Kadsura japonica is monoecious or dioecious dioecious . The flowers appear solitary and axillary on young shoots. The longer or shorter stalked, unisexual and yellow flowers are with a simple flower cover . The 8–12 free, up to 6.5–11.5 millimeters long tepals are in two circles, the outer one is smaller and sepaloid, the inner petaloid. The flower base is enlarged ellipsoidally to clubbed. The male, up to 2.5 centimeters long stalked flowers have many (up to 50) densely packed stamens , with partly overgrown stamens, in a spherical head; at the tip of the head the red, free anthers are present or absent. The female, to 4 centimeters long stemmed flowers have many (30-45) free and above-permanent carpels with a stigmatic comb and a very small (pseudo stylus ).
Spherical collective fruits are formed, with some red, rounded and small, about 6-10 millimeters in size, to three-seeded, smooth single fruits, berries with some "pseudo-fluted remains" on a fleshy, enlarged flower base . The flattened, smooth and brownish seeds are kidney-shaped and up to 4–5 millimeters in size.
The number of chromosomes is 2n = 28.
use
The fruits are edible and are used raw or cooked.

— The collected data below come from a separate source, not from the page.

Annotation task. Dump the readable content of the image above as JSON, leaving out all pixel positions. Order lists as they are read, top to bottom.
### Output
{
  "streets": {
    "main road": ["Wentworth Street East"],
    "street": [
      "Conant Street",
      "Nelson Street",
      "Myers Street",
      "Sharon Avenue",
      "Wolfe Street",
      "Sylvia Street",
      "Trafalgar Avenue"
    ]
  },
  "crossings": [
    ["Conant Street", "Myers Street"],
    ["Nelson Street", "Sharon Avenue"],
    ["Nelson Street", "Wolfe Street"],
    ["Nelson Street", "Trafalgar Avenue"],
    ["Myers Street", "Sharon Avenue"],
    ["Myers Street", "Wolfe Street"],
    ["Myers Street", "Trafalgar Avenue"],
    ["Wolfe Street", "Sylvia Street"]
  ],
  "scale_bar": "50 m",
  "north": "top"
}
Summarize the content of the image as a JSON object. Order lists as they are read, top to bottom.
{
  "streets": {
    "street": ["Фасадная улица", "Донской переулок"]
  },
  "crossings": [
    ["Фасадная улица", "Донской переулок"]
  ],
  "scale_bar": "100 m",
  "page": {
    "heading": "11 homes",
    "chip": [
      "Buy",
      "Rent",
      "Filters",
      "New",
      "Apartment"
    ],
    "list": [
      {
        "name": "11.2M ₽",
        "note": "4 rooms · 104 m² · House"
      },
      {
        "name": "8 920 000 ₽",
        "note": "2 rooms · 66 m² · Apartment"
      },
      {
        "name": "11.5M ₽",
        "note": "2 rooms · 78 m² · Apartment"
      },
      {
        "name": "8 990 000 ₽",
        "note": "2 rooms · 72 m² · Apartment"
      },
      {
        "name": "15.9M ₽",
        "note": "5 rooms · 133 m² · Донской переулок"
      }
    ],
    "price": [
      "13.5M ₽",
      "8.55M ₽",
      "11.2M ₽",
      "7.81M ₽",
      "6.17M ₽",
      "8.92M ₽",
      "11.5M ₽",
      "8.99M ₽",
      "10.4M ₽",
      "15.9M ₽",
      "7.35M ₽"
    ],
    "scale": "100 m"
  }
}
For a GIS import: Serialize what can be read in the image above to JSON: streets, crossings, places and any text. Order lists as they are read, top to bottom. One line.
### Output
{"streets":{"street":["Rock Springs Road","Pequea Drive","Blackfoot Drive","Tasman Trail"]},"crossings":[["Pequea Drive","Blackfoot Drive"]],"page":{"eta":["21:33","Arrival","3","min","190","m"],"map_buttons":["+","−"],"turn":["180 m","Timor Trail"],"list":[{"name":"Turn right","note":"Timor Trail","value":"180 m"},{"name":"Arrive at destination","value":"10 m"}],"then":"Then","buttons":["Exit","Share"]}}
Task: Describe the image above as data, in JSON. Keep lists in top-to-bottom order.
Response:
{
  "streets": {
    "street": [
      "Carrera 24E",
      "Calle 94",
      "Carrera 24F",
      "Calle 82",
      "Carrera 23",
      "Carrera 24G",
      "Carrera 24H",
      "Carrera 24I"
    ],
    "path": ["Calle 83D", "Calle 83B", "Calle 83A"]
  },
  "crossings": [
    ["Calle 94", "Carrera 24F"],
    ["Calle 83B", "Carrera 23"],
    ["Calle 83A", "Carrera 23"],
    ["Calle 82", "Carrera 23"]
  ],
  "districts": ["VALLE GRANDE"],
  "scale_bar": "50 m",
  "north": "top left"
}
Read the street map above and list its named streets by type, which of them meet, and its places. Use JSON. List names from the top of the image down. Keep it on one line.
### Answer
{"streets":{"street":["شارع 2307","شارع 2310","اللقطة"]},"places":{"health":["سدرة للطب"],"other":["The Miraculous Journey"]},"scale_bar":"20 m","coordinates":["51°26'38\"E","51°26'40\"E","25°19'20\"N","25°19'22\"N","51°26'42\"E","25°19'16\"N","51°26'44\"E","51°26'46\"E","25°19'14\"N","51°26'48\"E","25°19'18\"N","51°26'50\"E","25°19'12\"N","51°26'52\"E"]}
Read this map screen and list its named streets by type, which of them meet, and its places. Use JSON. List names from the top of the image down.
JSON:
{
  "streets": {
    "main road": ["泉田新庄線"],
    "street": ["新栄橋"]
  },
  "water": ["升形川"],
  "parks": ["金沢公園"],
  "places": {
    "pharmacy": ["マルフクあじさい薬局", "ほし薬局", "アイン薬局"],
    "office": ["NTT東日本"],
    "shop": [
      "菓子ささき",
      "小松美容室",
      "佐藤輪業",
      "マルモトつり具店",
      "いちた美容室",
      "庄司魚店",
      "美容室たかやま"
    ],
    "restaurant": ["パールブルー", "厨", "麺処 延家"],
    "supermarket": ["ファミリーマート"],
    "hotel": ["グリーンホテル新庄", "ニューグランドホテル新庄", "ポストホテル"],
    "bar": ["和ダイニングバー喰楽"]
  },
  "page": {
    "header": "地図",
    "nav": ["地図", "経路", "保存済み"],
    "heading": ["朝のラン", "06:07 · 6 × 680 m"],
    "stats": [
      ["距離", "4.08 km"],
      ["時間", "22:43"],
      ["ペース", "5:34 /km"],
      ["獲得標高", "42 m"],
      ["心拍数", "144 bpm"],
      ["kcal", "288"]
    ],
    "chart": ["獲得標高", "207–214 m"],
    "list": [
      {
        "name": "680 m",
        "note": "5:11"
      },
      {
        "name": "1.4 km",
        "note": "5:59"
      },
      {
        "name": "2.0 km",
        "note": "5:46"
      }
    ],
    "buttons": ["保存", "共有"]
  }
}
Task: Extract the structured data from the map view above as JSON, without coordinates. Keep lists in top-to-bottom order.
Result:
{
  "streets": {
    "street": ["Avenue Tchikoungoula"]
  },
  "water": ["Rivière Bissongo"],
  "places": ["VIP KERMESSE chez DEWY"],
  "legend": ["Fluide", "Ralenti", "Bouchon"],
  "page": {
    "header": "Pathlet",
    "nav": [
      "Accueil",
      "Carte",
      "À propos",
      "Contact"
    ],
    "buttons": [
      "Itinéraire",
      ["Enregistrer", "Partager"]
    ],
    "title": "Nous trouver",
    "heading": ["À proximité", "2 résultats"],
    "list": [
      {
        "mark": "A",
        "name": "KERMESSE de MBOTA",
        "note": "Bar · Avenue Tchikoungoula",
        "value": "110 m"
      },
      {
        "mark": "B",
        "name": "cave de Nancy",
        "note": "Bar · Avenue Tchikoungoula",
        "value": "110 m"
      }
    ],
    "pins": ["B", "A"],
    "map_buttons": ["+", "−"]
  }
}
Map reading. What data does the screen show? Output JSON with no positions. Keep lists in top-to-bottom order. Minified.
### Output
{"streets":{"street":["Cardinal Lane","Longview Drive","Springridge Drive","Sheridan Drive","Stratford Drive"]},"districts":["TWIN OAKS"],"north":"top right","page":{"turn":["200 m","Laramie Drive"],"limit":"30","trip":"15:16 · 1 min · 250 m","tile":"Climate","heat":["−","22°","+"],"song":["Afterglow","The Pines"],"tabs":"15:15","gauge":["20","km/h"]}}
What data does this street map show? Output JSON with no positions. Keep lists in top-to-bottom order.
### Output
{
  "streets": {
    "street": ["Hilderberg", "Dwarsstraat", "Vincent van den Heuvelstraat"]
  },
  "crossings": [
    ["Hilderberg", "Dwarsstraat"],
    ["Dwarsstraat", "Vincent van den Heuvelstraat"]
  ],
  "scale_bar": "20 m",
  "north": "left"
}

A brew made from the fruit is used medicinally, as is dried fruit.
The phlegm from the leaves is used to make Japanese paper , Washi.
A sticky juice made from rind and fruit is used as a pomade .
literature
- Richard MK Saunders: Species Plantarum: Flora of the World. Part 4: Schisandraceae , Australian Biological Resources Study, 2001, ISBN 0-642-56810-3 , online (PDF; 3.3 MB).
- K. Kubitzki , Jens G. Rohwer , Volker Bittrich: The Families and Genera of Vascular Plants. Vol. II, Flowering Plants Dicotyledons , Springer, 1993, ISBN 978-3-642-08141-5 (Reprint), p. 589 ff.
Individual evidence
- ↑ Rafaël Govaerts (ed.): Kadsura japonica. In: World Checklist of Selected Plant Families (WCSP) - The Board of Trustees of the Royal Botanic Gardens, Kew . Retrieved June 4, 2020.
Web links
- Kadsura japonica at Useful Tropical Plants.